__What the task asks__: Repeat each entry below exactly as it stands.
== Segment start ==
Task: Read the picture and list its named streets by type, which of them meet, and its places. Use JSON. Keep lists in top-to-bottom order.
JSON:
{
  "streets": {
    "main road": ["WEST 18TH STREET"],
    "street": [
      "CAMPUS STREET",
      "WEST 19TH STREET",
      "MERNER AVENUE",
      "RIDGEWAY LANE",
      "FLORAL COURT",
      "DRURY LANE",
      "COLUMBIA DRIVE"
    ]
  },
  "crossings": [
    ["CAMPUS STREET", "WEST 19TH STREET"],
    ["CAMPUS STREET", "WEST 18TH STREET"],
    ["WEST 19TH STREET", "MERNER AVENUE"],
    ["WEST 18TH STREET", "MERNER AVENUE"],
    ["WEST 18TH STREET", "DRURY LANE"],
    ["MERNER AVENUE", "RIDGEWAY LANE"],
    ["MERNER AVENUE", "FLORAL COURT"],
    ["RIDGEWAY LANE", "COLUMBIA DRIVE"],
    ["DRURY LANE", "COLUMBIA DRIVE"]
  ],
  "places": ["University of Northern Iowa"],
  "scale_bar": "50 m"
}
== Segment end ==
__Answer space__:
Task: Read the picture and list its named streets by type, which of them meet, and its places. Use JSON. Keep lists in top-to-bottom order.
JSON:
{
  "streets": {
    "main road": ["WEST 18TH STREET"],
    "street": [
      "CAMPUS STREET",
      "WEST 19TH STREET",
      "MERNER AVENUE",
      "RIDGEWAY LANE",
      "FLORAL COURT",
      "DRURY LANE",
      "COLUMBIA DRIVE"
    ]
  },
  "crossings": [
    ["CAMPUS STREET", "WEST 19TH STREET"],
    ["CAMPUS STREET", "WEST 18TH STREET"],
    ["WEST 19TH STREET", "MERNER AVENUE"],
    ["WEST 18TH STREET", "MERNER AVENUE"],
    ["WEST 18TH STREET", "DRURY LANE"],
    ["MERNER AVENUE", "RIDGEWAY LANE"],
    ["MERNER AVENUE", "FLORAL COURT"],
    ["RIDGEWAY LANE", "COLUMBIA DRIVE"],
    ["DRURY LANE", "COLUMBIA DRIVE"]
  ],
  "places": ["University of Northern Iowa"],
  "scale_bar": "50 m"
}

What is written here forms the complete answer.